> _What you are asked to do_
Could you give the data that follows again exactly, without its pictures?

> _Data to use_

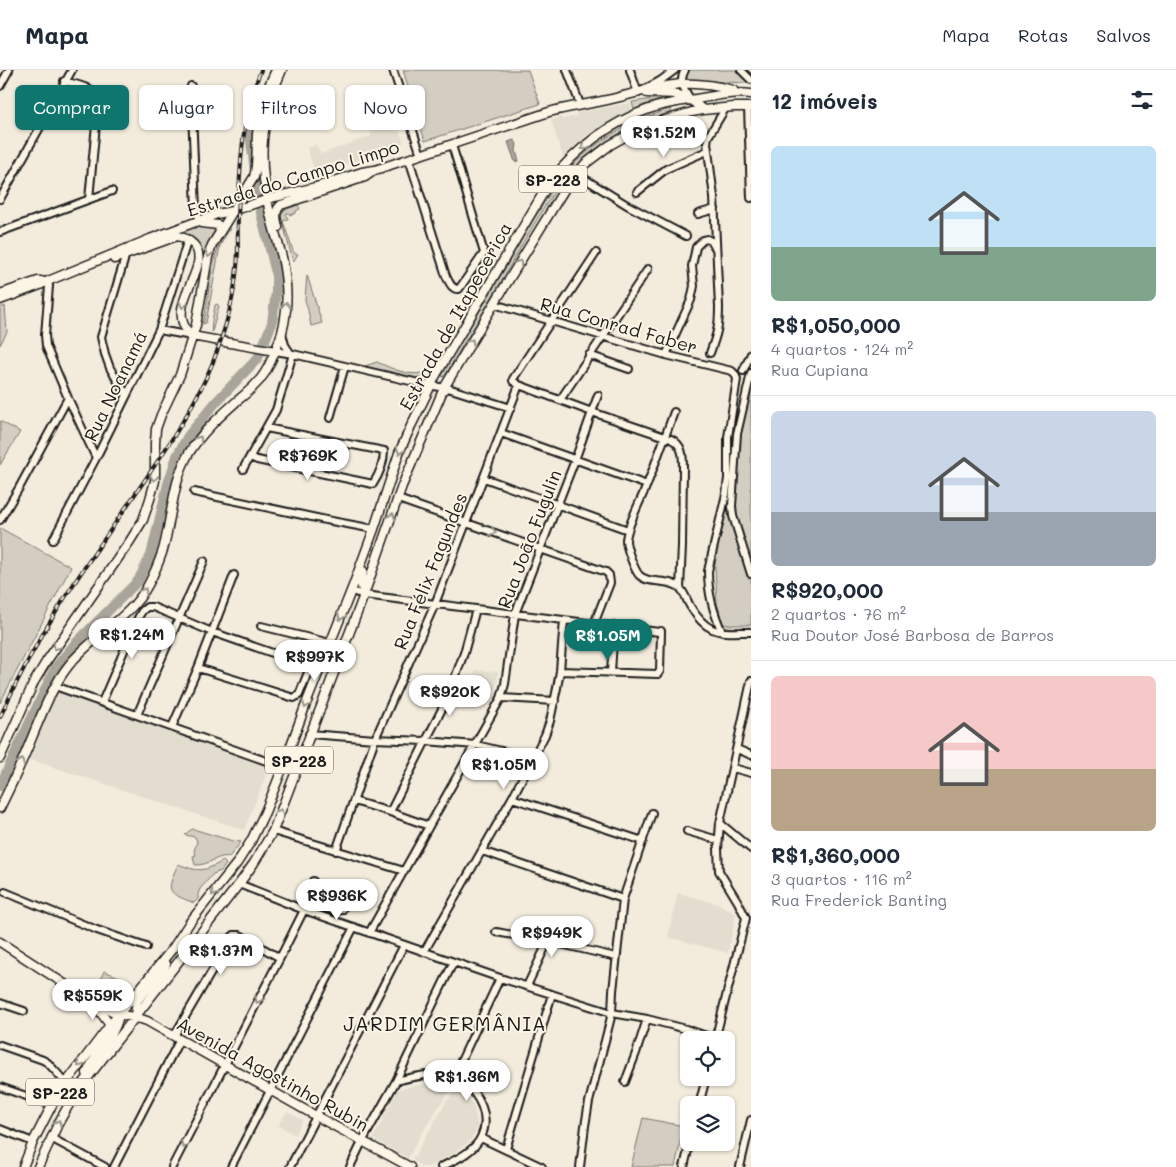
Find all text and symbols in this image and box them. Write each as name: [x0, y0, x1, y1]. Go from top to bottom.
text: Mapa: [25, 19, 89, 50]
text: Mapa: [942, 23, 990, 47]
text: Rotas: [1018, 23, 1068, 47]
text: Salvos: [1096, 23, 1151, 47]
chip: Comprar: [15, 85, 129, 130]
chip: Alugar: [139, 85, 233, 130]
chip: Filtros: [243, 85, 335, 130]
chip: Novo: [345, 85, 425, 130]
icon: filters: [1128, 86, 1156, 114]
text: 12 imóveis: [771, 87, 878, 114]
pin: R$1.52M: [618, 116, 710, 158]
text: R$1.52M: [632, 121, 696, 142]
street label: Estrada do Campo Limpo: [184, 134, 402, 222]
one-way arrow: [581, 141, 590, 149]
road number: SP-228: [519, 166, 587, 192]
icon: home: [919, 178, 1009, 268]
street label: Estrada de Itapecerica: [393, 218, 517, 414]
one-way arrow: [204, 250, 215, 258]
one-way arrow: [513, 259, 523, 268]
street label: Rua Conrad Faber: [538, 291, 700, 359]
one-way arrow: [179, 300, 189, 308]
one-way arrow: [280, 301, 291, 309]
text: R$1,050,000: [771, 311, 901, 338]
street label: Rua Noanamá: [78, 327, 152, 445]
one-way arrow: [464, 338, 474, 347]
text: 4 quartos · 124 m²: [771, 338, 913, 359]
text: Rua Cupiana: [771, 359, 869, 380]
one-way arrow: [193, 436, 202, 445]
pin: R$769K: [267, 438, 349, 481]
text: R$769K: [278, 444, 338, 465]
icon: home: [919, 444, 1009, 534]
one-way arrow: [396, 446, 406, 455]
street label: Rua João Fugulin: [491, 466, 567, 612]
one-way arrow: [149, 474, 160, 482]
street label: Rua Félix Fagundes: [388, 489, 472, 653]
one-way arrow: [386, 513, 396, 521]
one-way arrow: [489, 526, 497, 536]
text: R$920,000: [771, 576, 883, 603]
one-way arrow: [138, 587, 148, 596]
text: 2 quartos · 76 m²: [771, 603, 906, 624]
one-way arrow: [336, 612, 347, 621]
pin: R$1.24M: [86, 618, 178, 660]
pin: R$1.05M: [562, 618, 654, 661]
text: R$1.24M: [99, 623, 165, 644]
text: R$1.05M: [575, 624, 641, 645]
text: Rua Doutor José Barbosa de Barros: [771, 624, 1054, 645]
pin: R$997K: [274, 640, 356, 682]
one-way arrow: [53, 641, 62, 651]
text: R$997K: [285, 645, 345, 666]
pin: R$920K: [409, 674, 491, 717]
text: R$920K: [420, 680, 480, 701]
one-way arrow: [302, 700, 312, 709]
icon: home: [919, 709, 1009, 799]
road number: SP-228: [265, 746, 333, 774]
pin: R$1.05M: [458, 748, 550, 790]
text: R$1.05M: [471, 753, 537, 774]
one-way arrow: [15, 758, 25, 767]
one-way arrow: [274, 808, 284, 816]
text: R$1,360,000: [771, 841, 900, 868]
text: 3 quartos · 116 m²: [771, 868, 912, 889]
pin: R$936K: [296, 878, 378, 921]
text: R$936K: [307, 884, 367, 905]
one-way arrow: [211, 887, 219, 896]
text: Rua Frederick Banting: [771, 889, 947, 910]
pin: R$949K: [511, 916, 593, 958]
text: R$949K: [522, 921, 582, 942]
pin: R$1.37M: [175, 934, 267, 976]
text: R$1.37M: [189, 939, 253, 960]
pin: R$559K: [52, 978, 134, 1021]
text: R$559K: [63, 984, 123, 1005]
one-way arrow: [254, 995, 264, 1004]
district label: JARDIM GERMÂNIA: [343, 1010, 547, 1036]
street label: Avenida Agostinho Rubin: [173, 1011, 373, 1137]
map controls: [680, 1031, 735, 1151]
button: locate: [680, 1031, 735, 1086]
one-way arrow: [77, 1058, 86, 1068]
pin: R$1.36M: [421, 1060, 513, 1102]
text: R$1.36M: [434, 1065, 500, 1086]
road number: SP-228: [26, 1079, 94, 1106]
button: layers: [680, 1096, 735, 1151]
one-way arrow: [52, 1119, 63, 1128]
one-way arrow: [180, 1139, 190, 1148]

> _Output_
Find all text and symbols in this image and box them. Write each as name: [x0, y0, x1, y1]. Go from top to bottom.
text: Mapa: [25, 19, 89, 50]
text: Mapa: [942, 23, 990, 47]
text: Rotas: [1018, 23, 1068, 47]
text: Salvos: [1096, 23, 1151, 47]
chip: Comprar: [15, 85, 129, 130]
chip: Alugar: [139, 85, 233, 130]
chip: Filtros: [243, 85, 335, 130]
chip: Novo: [345, 85, 425, 130]
icon: filters: [1128, 86, 1156, 114]
text: 12 imóveis: [771, 87, 878, 114]
pin: R$1.52M: [618, 116, 710, 158]
text: R$1.52M: [632, 121, 696, 142]
street label: Estrada do Campo Limpo: [184, 134, 402, 222]
one-way arrow: [581, 141, 590, 149]
road number: SP-228: [519, 166, 587, 192]
icon: home: [919, 178, 1009, 268]
street label: Estrada de Itapecerica: [393, 218, 517, 414]
one-way arrow: [204, 250, 215, 258]
one-way arrow: [513, 259, 523, 268]
street label: Rua Conrad Faber: [538, 291, 700, 359]
one-way arrow: [179, 300, 189, 308]
one-way arrow: [280, 301, 291, 309]
text: R$1,050,000: [771, 311, 901, 338]
street label: Rua Noanamá: [78, 327, 152, 445]
one-way arrow: [464, 338, 474, 347]
text: 4 quartos · 124 m²: [771, 338, 913, 359]
text: Rua Cupiana: [771, 359, 869, 380]
one-way arrow: [193, 436, 202, 445]
pin: R$769K: [267, 438, 349, 481]
text: R$769K: [278, 444, 338, 465]
icon: home: [919, 444, 1009, 534]
one-way arrow: [396, 446, 406, 455]
street label: Rua João Fugulin: [491, 466, 567, 612]
one-way arrow: [149, 474, 160, 482]
street label: Rua Félix Fagundes: [388, 489, 472, 653]
one-way arrow: [386, 513, 396, 521]
one-way arrow: [489, 526, 497, 536]
text: R$920,000: [771, 576, 883, 603]
one-way arrow: [138, 587, 148, 596]
text: 2 quartos · 76 m²: [771, 603, 906, 624]
one-way arrow: [336, 612, 347, 621]
pin: R$1.24M: [86, 618, 178, 660]
pin: R$1.05M: [562, 618, 654, 661]
text: R$1.24M: [99, 623, 165, 644]
text: R$1.05M: [575, 624, 641, 645]
text: Rua Doutor José Barbosa de Barros: [771, 624, 1054, 645]
pin: R$997K: [274, 640, 356, 682]
one-way arrow: [53, 641, 62, 651]
text: R$997K: [285, 645, 345, 666]
pin: R$920K: [409, 674, 491, 717]
text: R$920K: [420, 680, 480, 701]
one-way arrow: [302, 700, 312, 709]
icon: home: [919, 709, 1009, 799]
road number: SP-228: [265, 746, 333, 774]
pin: R$1.05M: [458, 748, 550, 790]
text: R$1.05M: [471, 753, 537, 774]
one-way arrow: [15, 758, 25, 767]
one-way arrow: [274, 808, 284, 816]
text: R$1,360,000: [771, 841, 900, 868]
text: 3 quartos · 116 m²: [771, 868, 912, 889]
pin: R$936K: [296, 878, 378, 921]
text: R$936K: [307, 884, 367, 905]
one-way arrow: [211, 887, 219, 896]
text: Rua Frederick Banting: [771, 889, 947, 910]
pin: R$949K: [511, 916, 593, 958]
text: R$949K: [522, 921, 582, 942]
pin: R$1.37M: [175, 934, 267, 976]
text: R$1.37M: [189, 939, 253, 960]
pin: R$559K: [52, 978, 134, 1021]
text: R$559K: [63, 984, 123, 1005]
one-way arrow: [254, 995, 264, 1004]
district label: JARDIM GERMÂNIA: [343, 1010, 547, 1036]
street label: Avenida Agostinho Rubin: [173, 1011, 373, 1137]
map controls: [680, 1031, 735, 1151]
button: locate: [680, 1031, 735, 1086]
one-way arrow: [77, 1058, 86, 1068]
pin: R$1.36M: [421, 1060, 513, 1102]
text: R$1.36M: [434, 1065, 500, 1086]
road number: SP-228: [26, 1079, 94, 1106]
button: layers: [680, 1096, 735, 1151]
one-way arrow: [52, 1119, 63, 1128]
one-way arrow: [180, 1139, 190, 1148]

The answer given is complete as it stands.